And import LSTM Model and Encoder/Decoder schema.

# LSTM model.
from pydbm.rnn.lstm_model import LSTMModel as Encoder
from pydbm.rnn.lstm_model import LSTMModel as Decoder

# Encoder/Decoder
from pydbm.rnn.encoder_decoder_controller import EncoderDecoderController


If you want to build an Attention mechanism as the decoder, import AttentionLSTMModel instead.

from pydbm.rnn.lstmmodel.attention_lstm_model import AttentionLSTMModel as Decoder


Instantiate Encoder.

# Init.
encoder_graph = EncoderGraph()

# Activation function in LSTM.
encoder_graph.observed_activating_function = TanhFunction()
encoder_graph.input_gate_activating_function = LogisticFunction()
encoder_graph.forget_gate_activating_function = LogisticFunction()
encoder_graph.output_gate_activating_function = LogisticFunction()
encoder_graph.hidden_activating_function = TanhFunction()
encoder_graph.output_activating_function = LogisticFunction()

# Initialization strategy.
# This method initialize each weight matrices and biases in Gaussian distribution: np.random.normal(size=hoge) * 0.01.
encoder_graph.create_rnn_cells(
input_neuron_count=observed_arr.shape[-1],
hidden_neuron_count=200,
output_neuron_count=1
)

# Optimizer for Encoder.
encoder_opt_params = EncoderAdam()
encoder_opt_params.weight_limit = 1e+03
encoder_opt_params.dropout_rate = 0.5

encoder = Encoder(
# Delegate graph to LSTMModel.
graph=encoder_graph,
# Refereed maxinum step t in BPTT. If 0, this class referes all past data in BPTT.
bptt_tau=8,
# Size of Test data set.
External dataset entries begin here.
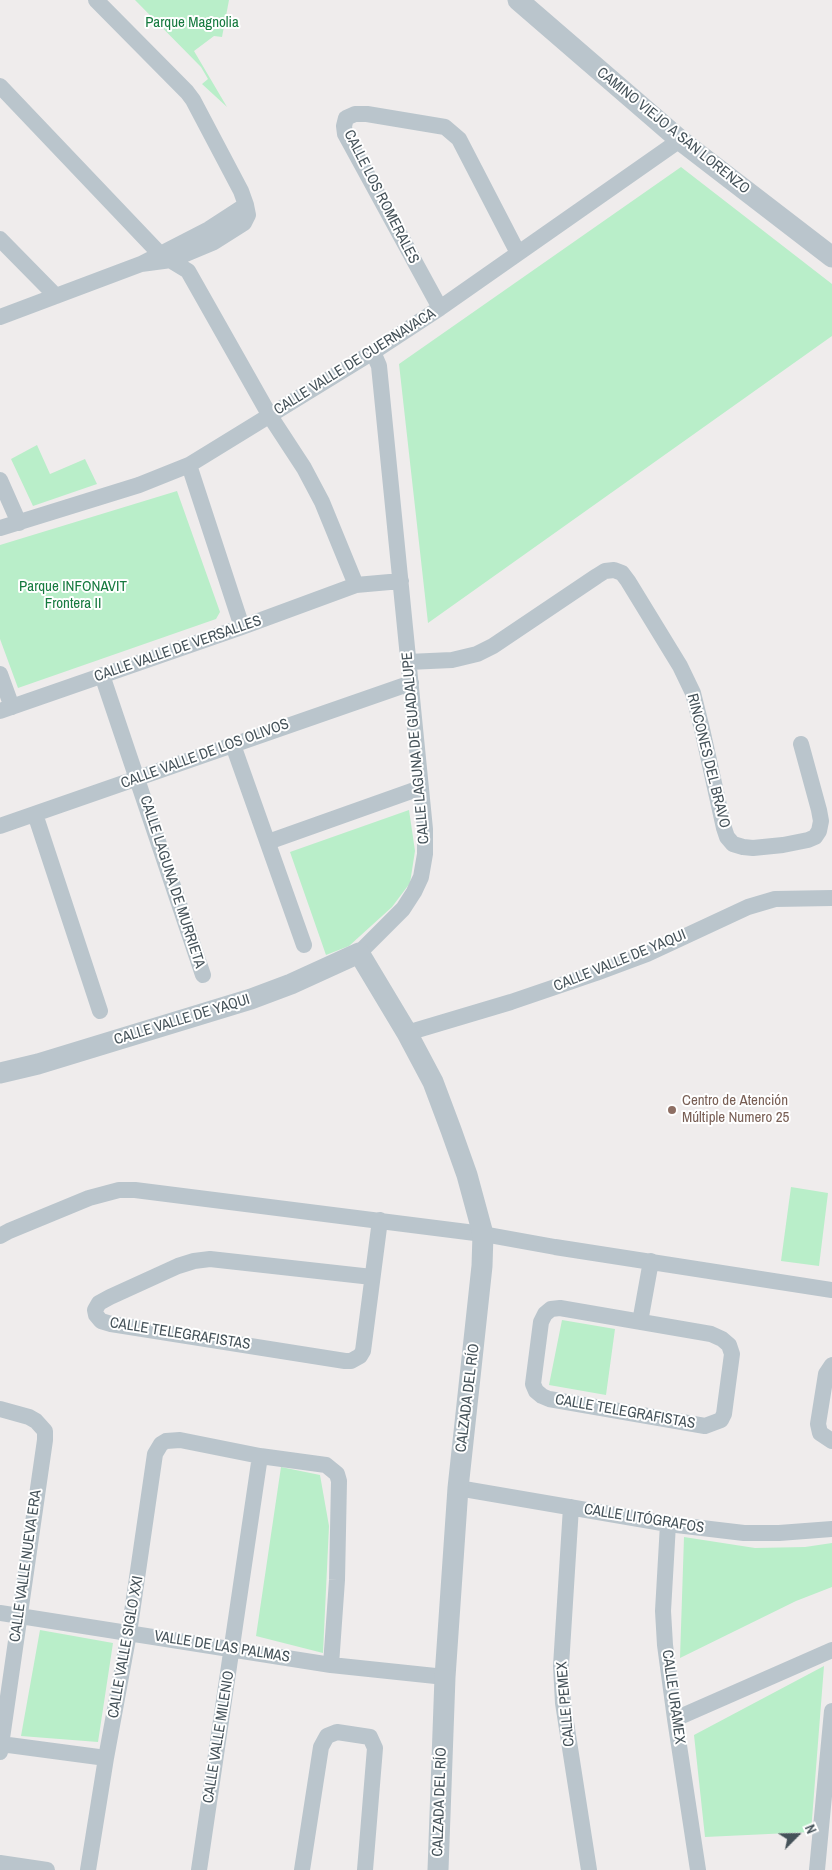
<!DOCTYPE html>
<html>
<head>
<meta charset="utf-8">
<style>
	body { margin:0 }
	#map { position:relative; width:832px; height:1870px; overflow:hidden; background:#efecec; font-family:"Archivo Narrow",sans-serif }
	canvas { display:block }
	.north { position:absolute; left:772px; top:1810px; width:50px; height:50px; -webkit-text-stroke:4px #fff; paint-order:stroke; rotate:67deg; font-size:14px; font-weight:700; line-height:20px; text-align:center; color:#455259 }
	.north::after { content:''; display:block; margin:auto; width:18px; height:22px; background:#455259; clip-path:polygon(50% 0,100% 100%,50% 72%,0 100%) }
</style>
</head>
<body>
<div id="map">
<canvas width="832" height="1870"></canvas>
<div class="north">N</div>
</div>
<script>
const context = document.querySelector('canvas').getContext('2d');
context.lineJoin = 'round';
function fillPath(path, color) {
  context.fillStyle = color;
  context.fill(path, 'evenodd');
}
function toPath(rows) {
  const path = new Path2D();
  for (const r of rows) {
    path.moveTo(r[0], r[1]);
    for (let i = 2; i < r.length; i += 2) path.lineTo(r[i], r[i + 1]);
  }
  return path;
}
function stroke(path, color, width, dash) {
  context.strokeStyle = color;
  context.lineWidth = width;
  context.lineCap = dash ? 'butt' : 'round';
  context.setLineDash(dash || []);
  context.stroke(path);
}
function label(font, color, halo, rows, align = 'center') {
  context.font = font + ' "Archivo Narrow",sans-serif';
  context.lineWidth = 4;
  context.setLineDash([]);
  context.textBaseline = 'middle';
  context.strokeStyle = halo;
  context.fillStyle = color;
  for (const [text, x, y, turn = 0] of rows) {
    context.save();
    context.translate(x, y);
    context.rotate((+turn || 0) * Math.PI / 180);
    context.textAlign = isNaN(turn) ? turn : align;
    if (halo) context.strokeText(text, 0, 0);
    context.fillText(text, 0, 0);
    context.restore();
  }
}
const green = toPath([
	[135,0,229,0,222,37,214,36,194,51,227,107,202,84,208,79,201,67],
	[681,167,832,284,832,336,428,623,399,364],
	[37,445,50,474,85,459,97,484,33,506,11,459],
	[177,491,220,612,216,619,18,688,0,639,0,545],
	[409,810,415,851,410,883,392,907,349,946,326,955,290,852],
	[791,1187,828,1193,819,1266,781,1261],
	[562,1320,615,1329,606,1395,549,1385],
	[281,1467,320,1475,329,1526,323,1653,256,1636],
	[684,1537,755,1548,805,1547,832,1543,832,1587,796,1601,680,1658],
	[40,1630,113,1643,98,1742,21,1736],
	[824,1666,811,1832,705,1837,694,1735]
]);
const minor = toPath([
	[96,0,187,92,193,100,241,191,246,205,248,215,244,223,214,242,171,260,141,264],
	[0,86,160,254,188,271,270,416,304,468,322,502,356,585],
	[0,239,56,296],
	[440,308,345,134,344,126,346,118,355,114,367,114,445,127,459,139,518,253],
	[0,317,141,264,209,229,246,205],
	[189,465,242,627],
	[0,480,19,523],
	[0,528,139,485,189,465,373,352,440,308,680,140],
	[408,662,452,660,477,654,493,646,597,576,605,571,614,570,622,573,628,581,680,666,693,693,702,729,724,828,727,837,733,844,743,847,753,848,783,845,808,840,815,837,819,831,821,821,819,810,801,744],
	[0,674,12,707],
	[102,675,203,975],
	[0,711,242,627,356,585,401,581],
	[233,745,304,945],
	[35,814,100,1011],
	[0,826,411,683],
	[268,842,420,788],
	[359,953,403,909,414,892,421,877,425,854,425,829,390,476,379,366,373,352],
	[407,1033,511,1002,596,973,647,954,748,907,775,899,832,898],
	[0,1236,9,1231,89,1198,119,1190,135,1190,483,1234,555,1247,832,1290],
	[372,1277,210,1259,194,1261,178,1266,110,1297,99,1303,95,1310,96,1315,101,1321,111,1324,345,1361,351,1361,360,1356,363,1351,380,1220],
	[560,1308,711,1334,722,1339,729,1345,732,1354,724,1414,721,1420,705,1426,549,1399,542,1396,536,1391,533,1384,541,1322,545,1314,551,1309,560,1308],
	[640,1322,651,1261],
	[832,1365,826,1374,818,1424,820,1433,832,1441],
	[0,1409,29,1417,36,1421,45,1431,45,1440,0,1752],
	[458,1488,668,1524,744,1533,779,1533,832,1529],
	[571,1507,561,1666,563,1703,589,1870],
	[668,1524,663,1611,665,1645,675,1719,698,1870],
	[0,1613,331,1665,445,1677],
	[675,1719,832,1650],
	[1,1744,106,1758],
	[0,1863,47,1870],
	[88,1870,106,1758,129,1633,155,1454,161,1444,166,1441,180,1440,260,1456,326,1465,337,1474,339,1481,337,1580,331,1665],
	[199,1870,260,1456],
	[302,1870,321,1747,327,1736,337,1732,370,1737,375,1748,365,1870],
	[817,1870,832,1711]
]);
const tertiary = toPath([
	[518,0,680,140,832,257],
	[0,1073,38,1064,251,999,291,984,359,953,407,1033,433,1082,451,1130,467,1175,483,1234,482,1266,458,1488,445,1677,438,1870]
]);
const markers = [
	[672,1110,5,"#8d6e63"]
];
const parkNames = [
	["Parque Magnolia",192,23],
	["Parque INFONAVIT",73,587],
	["Frontera II",73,604]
];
const streetNames = [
	["CAMINO VIEJO A SAN LORENZO",673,131,39],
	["CALLE LOS ROMERALES",381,197,63],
	["CALLE VALLE DE CUERNAVACA",355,362,-32],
	["CALLE VALLE DE VERSALLES",178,649,-19],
	["CALLE LAGUNA DE GUADALUPE",416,748,-95],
	["CALLE VALLE DE LOS OLIVOS",205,754,-20],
	["RINCONES DEL BRAVO",708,761,76],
	["CALLE LAGUNA DE MURRIETA",172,882,72],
	["CALLE VALLE DE YAQUI",620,961,-22],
	["CALLE VALLE DE YAQUI",182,1020,-17],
	["CALLE TELEGRAFISTAS",180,1334,9],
	["CALZADA DEL RÍO",468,1398,-83],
	["CALLE TELEGRAFISTAS",625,1412,10],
	["CALLE LITÓGRAFOS",644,1519,9],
	["CALLE VALLE NUEVA ERA",26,1566,-82],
	["CALLE VALLE SIGLO XXI",126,1647,-80],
	["VALLE DE LAS PALMAS",222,1647,9],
	["CALLE URAMEX",673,1697,82],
	["CALLE PEMEX",566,1704,-95],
	["CALLE VALLE MILENIO",219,1737,-81],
	["CALZADA DEL RÍO",440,1802,-88]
];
const educationNames = [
	["Centro de Atención",682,1101],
	["Múltiple Numero 25",682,1118]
];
fillPath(green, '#b9eec9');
stroke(minor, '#bac5cc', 16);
stroke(tertiary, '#bac5cc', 21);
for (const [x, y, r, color] of markers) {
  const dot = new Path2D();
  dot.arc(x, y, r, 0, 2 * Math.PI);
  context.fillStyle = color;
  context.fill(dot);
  stroke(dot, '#fff', 2);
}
label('15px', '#167a3f', '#fff', parkNames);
label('15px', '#455259', '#fff', streetNames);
label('15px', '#785e54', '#fff', educationNames, 'left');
</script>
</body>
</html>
If this value is 0, the validation will not be executed.
test_size_rate=0.3,
# Loss function.
computable_loss=MeanSquaredError(),
# Optimizer.
opt_params=encoder_opt_params,
# Verification function.
verificatable_result=VerificateFunctionApproximation(),
# Tolerance for the optimization.
# When the loss or score is not improving by at least tol
# for two consecutive iterations, convergence is considered
# to be reached and training stops.
tol=0.0
)


Instantiate Decoder.

# Init.
decoder_graph = DecoderGraph()

# Activation function in LSTM.
decoder_graph.observed_activating_function = TanhFunction()
decoder_graph.input_gate_activating_function = LogisticFunction()
decoder_graph.forget_gate_activating_function = LogisticFunction()
decoder_graph.output_gate_activating_function = LogisticFunction()
decoder_graph.hidden_activating_function = TanhFunction()
decoder_graph.output_activating_function = LogisticFunction()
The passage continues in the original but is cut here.